On Thanksgiving, I was invited to the home of a famous heart surgeon and his large family. They are great friends, an extended family that I enjoy dearly. The parents were a secular power couple, both rose in their professional ranks rapidly. When the husband was just a young doctor, he was proclaimed a genius, was sent the most difficult cases, operated on people who were declared inoperable’ and saved their lives. The mom was a brilliant corporate consultant. Together they accumulated wealth, a palatial mansion and indulged their passion of collecting exotic cars. They tell me that they felt arrogant and not really fulfilled. Soon, the babies started to arrive. There were three boys and the mom decided to stay home to raise them. After all, money was not an issue, the now superstar dad made enough to give the family the best of everything. They traveled, went to museums and theaters, had live-in help, frequent parties and despite it all, they also had a sense of emptiness. When the boys became of school age, the parents chose the best private school nearby. One which also pleased the man’s parents who are Orthodox Jews. It happened to be the city’s best hebrew day school. It also turned out to be a strictly Orthodox school, with the best teachers and scholars, most of whom really had a way with kids.
The school imparted a deep appreciation of the joy and peace that genuine Jewish religious observance brings.
This all happened a long time ago. The oldest son (now a young, successful psychotherapist) came home from school one day and asked his parents to go to shul and at the same time, insisted on having the kitchen kashered. Meanwhile, his slightly younger brother refused to remove his tzitzit and kippah even for bedtime. A typical kid rebellion when they find something cool’. He also asked his mom to have the dishes changed and the kitchen kashered. The boy (now a young Rabbi) was fascinated by the spiritual values of kashrut he learnt about at school. He was pre-bar mitzvah age and his spiritual path was open before him.

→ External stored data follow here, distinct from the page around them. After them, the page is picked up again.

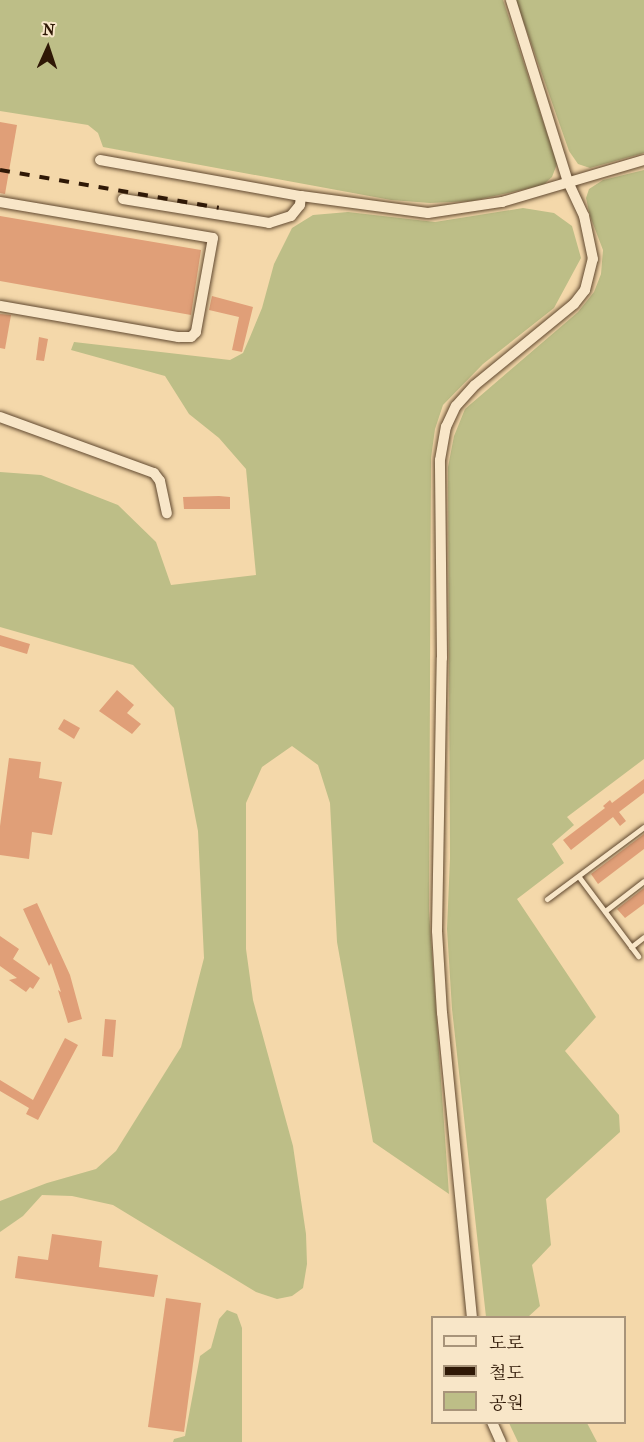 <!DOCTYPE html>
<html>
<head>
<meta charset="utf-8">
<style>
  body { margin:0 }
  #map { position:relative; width:644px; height:1442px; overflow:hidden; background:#f4d8aa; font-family:"IM FELL French Canon","Noto Serif KR",serif }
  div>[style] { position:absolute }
  .green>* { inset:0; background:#bdbe87 }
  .building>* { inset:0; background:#e09f78 }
  .roads { filter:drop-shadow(0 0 2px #60482f) drop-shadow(0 0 2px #60482f) }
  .lane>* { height:5px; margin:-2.5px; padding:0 2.5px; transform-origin:2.5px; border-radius:2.5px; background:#f8e6c8 }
  .street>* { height:10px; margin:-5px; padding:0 5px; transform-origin:5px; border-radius:5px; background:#f8e6c8 }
  .rail>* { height:4px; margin-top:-2px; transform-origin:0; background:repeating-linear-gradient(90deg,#2f1806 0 10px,transparent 0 20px) }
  span { translate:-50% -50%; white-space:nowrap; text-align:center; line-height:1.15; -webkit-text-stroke:4.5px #f8e6c8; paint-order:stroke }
  .legend { position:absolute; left:431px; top:1316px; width:195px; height:108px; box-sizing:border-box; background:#f8e6c8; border:2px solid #a8947a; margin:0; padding:8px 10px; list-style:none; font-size:18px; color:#2f1806 }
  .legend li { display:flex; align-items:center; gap:12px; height:30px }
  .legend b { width:30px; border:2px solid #a8947a }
  .north { position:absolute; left:18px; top:18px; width:60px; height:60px; -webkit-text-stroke:4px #f8e6c8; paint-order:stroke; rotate:3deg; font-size:16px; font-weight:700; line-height:24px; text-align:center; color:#2f1806 }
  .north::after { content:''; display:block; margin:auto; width:21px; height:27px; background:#2f1806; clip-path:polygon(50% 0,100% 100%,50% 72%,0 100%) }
</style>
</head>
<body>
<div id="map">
  <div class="green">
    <div style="clip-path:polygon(0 0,503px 0,557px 164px,552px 177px,543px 185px,472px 201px,430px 203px,391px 200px,103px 147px,98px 133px,88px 125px,0 111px)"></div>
    <div style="clip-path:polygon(516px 0,644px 0,644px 153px,590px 168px,578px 164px,569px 151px)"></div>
    <div style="clip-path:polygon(644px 170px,644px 759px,567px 817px,574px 825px,552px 844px,564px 863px,517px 899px,596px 1017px,565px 1051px,619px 1115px,620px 1132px,546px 1199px,551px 1245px,532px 1265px,540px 1306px,528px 1317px,486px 1317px,452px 1009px,447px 929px,450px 858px,448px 467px,454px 436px,465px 409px,578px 312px,594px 292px,601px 274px,603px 250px,590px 216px,586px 198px,589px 189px,603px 180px)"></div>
    <div style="clip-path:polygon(523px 208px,554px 213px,572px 226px,581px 258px,554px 308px,483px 364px,443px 405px,435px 429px,431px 458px,429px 911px,449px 1194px,373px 1142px,337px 942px,330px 803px,318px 765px,292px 746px,262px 767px,246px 803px,246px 949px,253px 1000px,293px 1146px,306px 1234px,307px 1264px,303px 1288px,292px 1296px,277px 1299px,256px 1292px,113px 1205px,72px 1196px,42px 1195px,23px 1216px,0 1232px,0 1201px,47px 1183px,96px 1169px,116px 1151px,181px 1047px,204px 958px,198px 831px,174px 708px,133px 665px,0 627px,0 472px,41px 475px,118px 505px,156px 542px,171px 585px,256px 575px,246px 469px,219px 438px,189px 414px,165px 376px,71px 350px,74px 342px,230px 360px,243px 353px,250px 337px,262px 308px,274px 264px,292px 228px,313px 215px,348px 212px,435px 222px)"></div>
    <div style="clip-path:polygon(227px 1310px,237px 1314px,242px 1328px,242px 1442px,173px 1442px,174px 1439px,185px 1436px,200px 1356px,211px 1348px,219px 1319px)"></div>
    <div style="clip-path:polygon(509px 1423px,587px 1423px,597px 1442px,518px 1442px)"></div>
  </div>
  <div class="building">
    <div style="clip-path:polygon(0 122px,17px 125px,5px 194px,0 193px)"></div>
    <div style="clip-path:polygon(0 216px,201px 250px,191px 315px,0 281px)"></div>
    <div style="clip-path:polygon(212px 296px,253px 307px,242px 352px,232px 350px,239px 317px,209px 310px)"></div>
    <div style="clip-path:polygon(0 314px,11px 315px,5px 349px,0 348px)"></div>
    <div style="clip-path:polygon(39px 337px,48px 339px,44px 361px,36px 360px)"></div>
    <div style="clip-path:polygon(219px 496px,230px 497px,230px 509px,184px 509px,183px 497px)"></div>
    <div style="clip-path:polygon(0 635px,30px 644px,27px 654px,0 646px)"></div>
    <div style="clip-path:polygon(117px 690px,134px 705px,127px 713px,141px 724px,132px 734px,99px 711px)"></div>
    <div style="clip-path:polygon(64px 719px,80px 728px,74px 739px,58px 729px)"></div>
    <div style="clip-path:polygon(9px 758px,41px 762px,39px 778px,62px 782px,52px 835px,32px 832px,29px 859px,0 855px,0 826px)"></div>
    <div style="clip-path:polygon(644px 779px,644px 793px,619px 812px,626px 821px,620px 826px,613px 817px,571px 850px,563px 840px,605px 808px,603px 806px,610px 800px,612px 803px)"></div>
    <div style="clip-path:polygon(644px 834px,644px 849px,598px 884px,591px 874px)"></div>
    <div style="clip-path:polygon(644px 888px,644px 904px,625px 918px,617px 909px)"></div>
    <div style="clip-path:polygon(37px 903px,70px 975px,82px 1019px,68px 1023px,58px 990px,61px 992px,51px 963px,49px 966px,23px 909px)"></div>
    <div style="clip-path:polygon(0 936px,19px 949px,13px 959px,40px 978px,33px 989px,30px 987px,26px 992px,9px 980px,17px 978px,0 966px)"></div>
    <div style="clip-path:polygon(105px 1019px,116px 1020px,113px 1057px,102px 1056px)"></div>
    <div style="clip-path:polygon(65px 1038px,78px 1045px,38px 1120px,26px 1114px,29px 1108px,0 1091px,0 1080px,33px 1100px)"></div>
    <div style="clip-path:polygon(52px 1234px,102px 1241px,99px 1267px,158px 1275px,154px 1297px,15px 1278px,18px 1256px,48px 1260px)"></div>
    <div style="clip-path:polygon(166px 1298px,201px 1303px,184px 1432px,148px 1427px)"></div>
  </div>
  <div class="roads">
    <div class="lane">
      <div style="left:579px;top:877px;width:99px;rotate:53.2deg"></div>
      <div style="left:547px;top:899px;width:121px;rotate:-36.6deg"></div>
      <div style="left:605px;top:911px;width:49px;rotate:-37.6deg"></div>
      <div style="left:631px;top:947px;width:16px;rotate:-38deg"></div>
    </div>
    <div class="street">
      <div style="left:100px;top:160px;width:204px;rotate:10.2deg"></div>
      <div style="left:301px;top:196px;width:128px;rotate:7.6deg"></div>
      <div style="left:428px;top:213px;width:75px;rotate:-8.5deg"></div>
      <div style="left:502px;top:202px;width:148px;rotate:-16.5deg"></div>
      <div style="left:123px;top:199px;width:148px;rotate:9.3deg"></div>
      <div style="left:269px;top:223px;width:23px;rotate:-18deg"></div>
      <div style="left:291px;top:216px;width:14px;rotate:-51deg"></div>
      <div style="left:300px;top:205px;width:9px;rotate:-84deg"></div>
      <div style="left:0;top:202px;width:216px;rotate:9.6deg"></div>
      <div style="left:213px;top:238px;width:96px;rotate:100.3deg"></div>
      <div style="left:196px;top:332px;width:7px;rotate:135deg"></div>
      <div style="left:191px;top:337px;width:13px;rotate:180deg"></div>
      <div style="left:178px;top:337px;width:181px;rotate:-170.1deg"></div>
      <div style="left:0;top:417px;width:164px;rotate:20deg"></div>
      <div style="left:154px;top:473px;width:10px;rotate:53deg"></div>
      <div style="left:160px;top:481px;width:33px;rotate:78deg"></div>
      <div style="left:472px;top:1318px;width:306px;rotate:-95.6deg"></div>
      <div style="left:442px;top:1013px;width:82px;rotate:-93.5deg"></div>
      <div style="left:437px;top:931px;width:273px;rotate:-89deg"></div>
      <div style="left:442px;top:658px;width:198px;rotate:-90.6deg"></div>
      <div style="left:440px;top:460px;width:34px;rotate:-80deg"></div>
      <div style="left:446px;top:427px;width:23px;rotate:-65deg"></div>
      <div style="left:456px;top:406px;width:28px;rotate:-48deg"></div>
      <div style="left:475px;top:385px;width:128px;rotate:-39.3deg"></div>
      <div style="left:574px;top:304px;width:18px;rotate:-52deg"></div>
      <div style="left:585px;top:290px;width:32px;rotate:-76deg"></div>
      <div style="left:593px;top:259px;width:44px;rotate:-101.8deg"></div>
      <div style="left:584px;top:216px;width:38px;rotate:-115deg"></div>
      <div style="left:568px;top:182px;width:191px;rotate:-107.4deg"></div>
      <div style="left:492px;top:1422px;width:22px;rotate:66deg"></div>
    </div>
  </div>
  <div class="rail">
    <div style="left:0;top:170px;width:222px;rotate:9.8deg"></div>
  </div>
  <ul class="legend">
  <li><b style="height:8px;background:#f8e6c8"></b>도로</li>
  <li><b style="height:8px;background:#2f1806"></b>철도</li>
  <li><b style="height:16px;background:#bdbe87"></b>공원</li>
  </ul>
  <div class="north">N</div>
</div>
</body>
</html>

Today, the youngest brother is an amazing, observant neurologist at the Cleveland Clinic. They are all married now with multiple children, all glowing with a peaceful happiness. Their wives, highly educated brilliant women, raise the kids with their husband’s help. Two of them work as therapists and one as a teacher. I find them to be delicious for being so clear about who they are. For never judging anyone and remaining fun, real and massively approachable. The tiny tots and the entire family took a kosher cruise – parents, grandparents and all. Some dressed modern, the others presented with payes and tzitzit visible for everyone to see. Even the tiniest little toddlers grow long curly payes and wear their kippahs and tzitzit proudly.
It took little time for the parents to follow suit. The free-living power couple became Orthodox and began to observe kashrut inside and outside the home. Instead of focusing on how they present to the world or impressing others in their social circle, they found themselves focused on family, community and Jewish spiritual wholeness.
It happened in degrees for the grown-ups, but for several decades they’ve happily followed the strictest rules of Judaism – content and beautifully glowing. At the last night of the cruise, at dinner, the great-grandfather, a humorous and young spirited man, asked for silence. He stood up, looked around the elegantly set table and at his offspring. At 96 he stood up straight with pride and re-told the story of how the insistence of three small boys to observe the laws of the sacred books and to keep kosher, brought true and lasting happiness to four generations in their family. People were misty eyed and smiled with gratitude and an open heart.
They had a lot of reasons to give thanks.